Now here comes the best part- and I AM NOT MAKING THIS UP. We are all familiar with The Producers of course being cultured folk. In that film it was discovered that you could find a way to make money with a movie that was a flop. What a hilarious premise!! But wait- the good people who brought us zeppelins and Nazism have outdone themselves again- there is a German law that says ONE HUNDRED PERCENT of all cash invested in in a movie can be written off via taxes? Isn't this unbelievable?!?! For more on this check out http://www.cinemablend.com/feature.php?id=209
So Mr. (err Professor) Boll is able to just purchase rights to videogames and churn out some total schlock, reaping nothing but profits in the process. It shows. This movie was bad. Terrible bad. Awful bad. Dare I say- worse than Alien vs. Predator. If anyone asks if you want free Showtime, make sure that this movie is not coming on anytime in the calendar year you will receive the services of that premium channel. The plot is ludicrous. There is a massive summer party on a random island (ominously named Bone Island- thats original!) that some kids decide to go to. At this party is a generic band and lots of fun loving youths who love to take off their tops and rock out to electric guitar. But when our progtagonists arrive, the party is a wreck and no people can be seen. Heavens could it be- ZOMBIES?!?!
The zombies in this movie make zero sense. First, they have no consistent qualities of movement. Sometimes thay move fast enough to eat a nubile teen. Sometimes they move so slowly that an aging Jurgen Prochnow can escape their wrath. Maybe the speed they move is related to the number of extras Professor Boll was able to nail in his trailer during that day at the shoot- if the hot asian dance team was interested then the zombies move slowly, but if Boll has lots of pent up sexual energy the zombies run like Carl Lewis to attack poor Clint Howard.

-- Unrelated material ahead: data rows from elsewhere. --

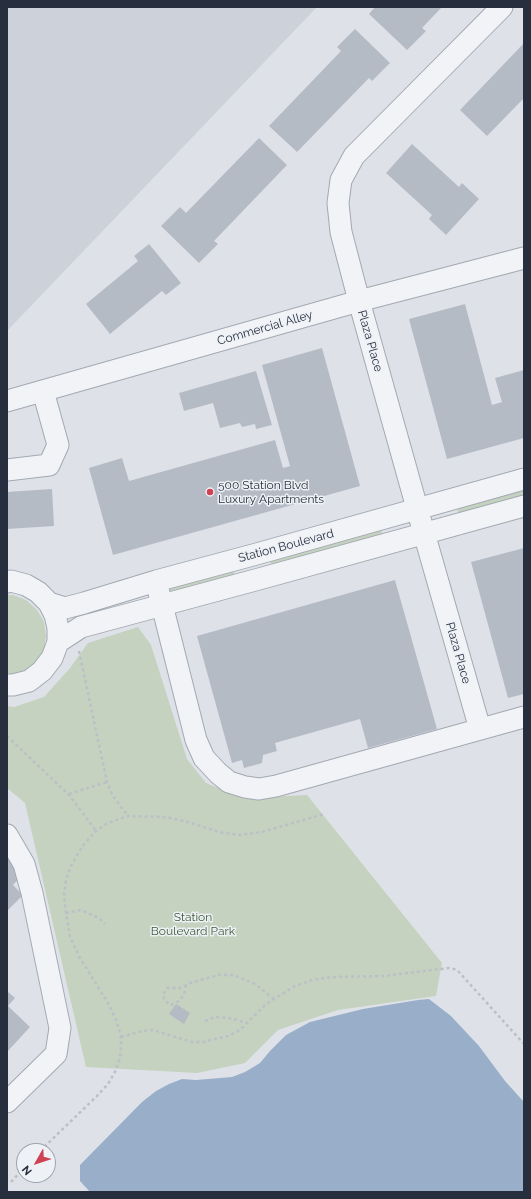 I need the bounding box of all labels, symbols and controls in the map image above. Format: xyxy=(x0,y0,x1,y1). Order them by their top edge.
street label: Commercial Alley xyxy=(216,307,314,349)
street label: Plaza Place xyxy=(354,308,386,374)
place label: 500 Station Blvd Luxury Apartments xyxy=(218,478,324,506)
marker: 500 Station Blvd Luxury Apartments xyxy=(205,487,215,497)
street label: Station Boulevard xyxy=(237,526,335,566)
street label: Plaza Place xyxy=(442,620,474,686)
park label: Station Boulevard Park xyxy=(151,910,235,938)
north arrow xyxy=(16,1143,56,1183)
text: N xyxy=(19,1163,35,1178) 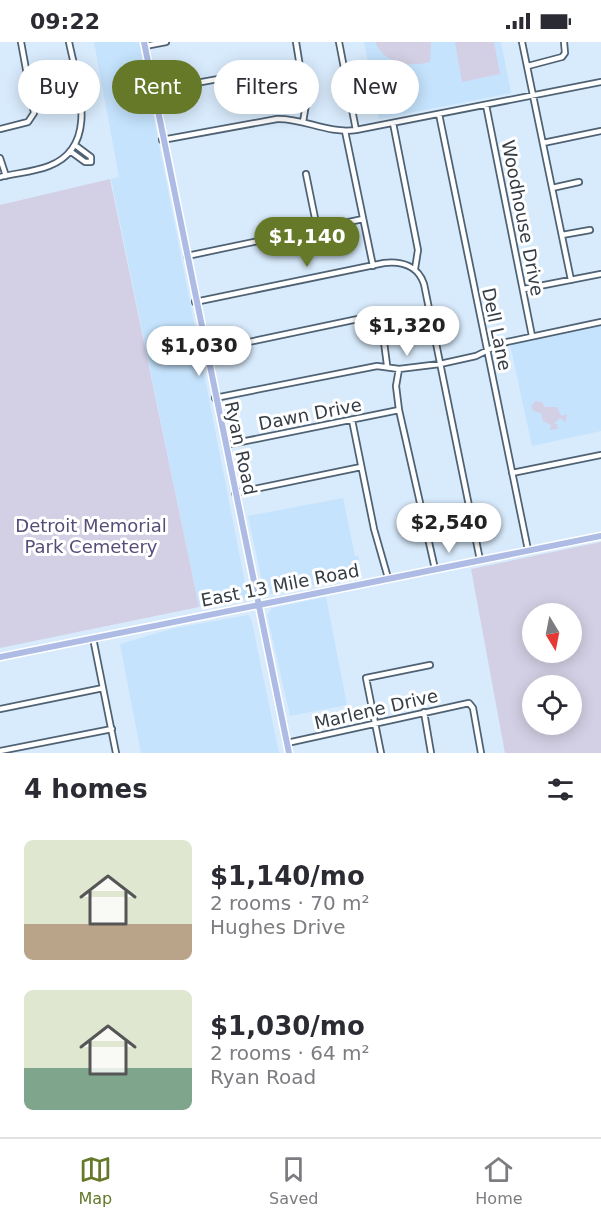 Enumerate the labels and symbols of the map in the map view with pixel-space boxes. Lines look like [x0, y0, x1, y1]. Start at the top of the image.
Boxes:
street label: Woodhouse Drive [498, 138, 548, 298]
pin: $1,140 [258, 217, 356, 268]
street label: Dell Lane [478, 286, 516, 372]
pin: $1,320 [358, 306, 456, 357]
pin: $1,030 [150, 326, 248, 377]
street label: Dawn Drive [257, 394, 363, 434]
street label: Ryan Road [221, 399, 261, 497]
pin: $2,540 [400, 503, 498, 554]
park label: Detroit Memorial Park Cemetery [15, 515, 167, 557]
street label: East 13 Mile Road [199, 559, 361, 611]
north arrow [522, 603, 582, 663]
street label: Marlene Drive [312, 685, 440, 733] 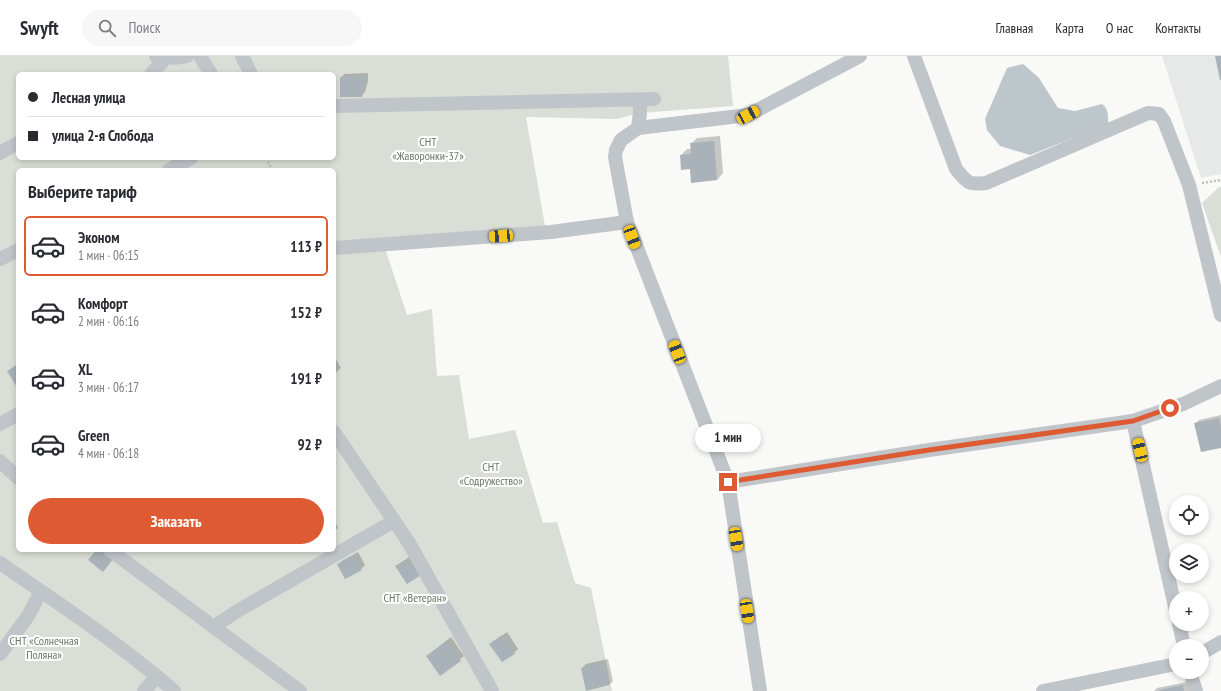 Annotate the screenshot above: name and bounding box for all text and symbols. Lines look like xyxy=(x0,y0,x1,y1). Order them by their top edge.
search box xyxy=(82,10,362,46)
text: Swyft xyxy=(20,16,58,40)
icon: search xyxy=(96,17,118,39)
text: Поиск xyxy=(128,18,161,37)
text: Главная xyxy=(995,19,1033,37)
text: Карта xyxy=(1055,19,1084,37)
text: О нас xyxy=(1106,19,1133,37)
text: Контакты xyxy=(1155,19,1201,37)
text: Лесная улица xyxy=(52,88,125,107)
car xyxy=(735,104,761,126)
text: улица 2-я Слобода xyxy=(52,126,154,145)
park label: СНТ «Жаворонки-37» xyxy=(392,134,464,163)
text: Выберите тариф xyxy=(28,180,137,203)
car xyxy=(622,224,642,250)
icon: car xyxy=(30,228,66,264)
text: Эконом xyxy=(78,228,119,247)
car xyxy=(489,229,513,243)
text: 113 ₽ xyxy=(290,237,322,256)
text: 1 мин · 06:15 xyxy=(78,247,139,264)
icon: car xyxy=(30,294,66,330)
text: Комфорт xyxy=(78,294,128,313)
text: 152 ₽ xyxy=(290,303,322,322)
text: 2 мин · 06:16 xyxy=(78,313,139,330)
car xyxy=(667,339,687,365)
icon: car xyxy=(30,360,66,396)
text: XL xyxy=(78,360,92,379)
text: 191 ₽ xyxy=(290,369,322,388)
text: 3 мин · 06:17 xyxy=(78,379,139,396)
route start xyxy=(1161,399,1179,417)
callout: 1 мин xyxy=(695,424,761,452)
icon: car xyxy=(30,426,66,462)
text: Green xyxy=(78,426,110,445)
text: 1 мин xyxy=(714,429,742,446)
text: 92 ₽ xyxy=(297,435,322,454)
car xyxy=(1131,437,1149,463)
text: 4 мин · 06:18 xyxy=(78,445,139,462)
park label: СНТ «Содружество» xyxy=(459,459,523,488)
route end xyxy=(719,473,737,491)
map controls xyxy=(1169,495,1209,679)
button: locate xyxy=(1169,495,1209,535)
button: Заказать xyxy=(28,498,324,544)
car xyxy=(728,526,744,552)
button: layers xyxy=(1169,543,1209,583)
park label: СНТ «Ветеран» xyxy=(383,590,447,605)
button: + xyxy=(1169,591,1209,631)
car xyxy=(739,598,755,624)
park label: СНТ «Солнечная Поляна» xyxy=(10,633,79,662)
button: − xyxy=(1169,639,1209,679)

One final point I need to ruminate on- Boll finds it necessary to splice in clips from the actual video game during the movie- so in a scene transition we will see screen shots of zombies getting their heads blasted off (in the game, the zombies moved slowly by the way). This is an interesting "tactic". Of course other interesting moves might have included a giant talking bologna- this does not mean it should be done.
In conclusion this film is terrible- I think one day in heaven all of us will have an Uwe Boll film festival to have something to laugh about together- but for now i say screw this movie, it was awful. Oh and it was called House of the Dead but there isn't really a HOUSE in it- more like a rickety cabin. But no one would go see Makeshift Shack of the Dead. Oh well.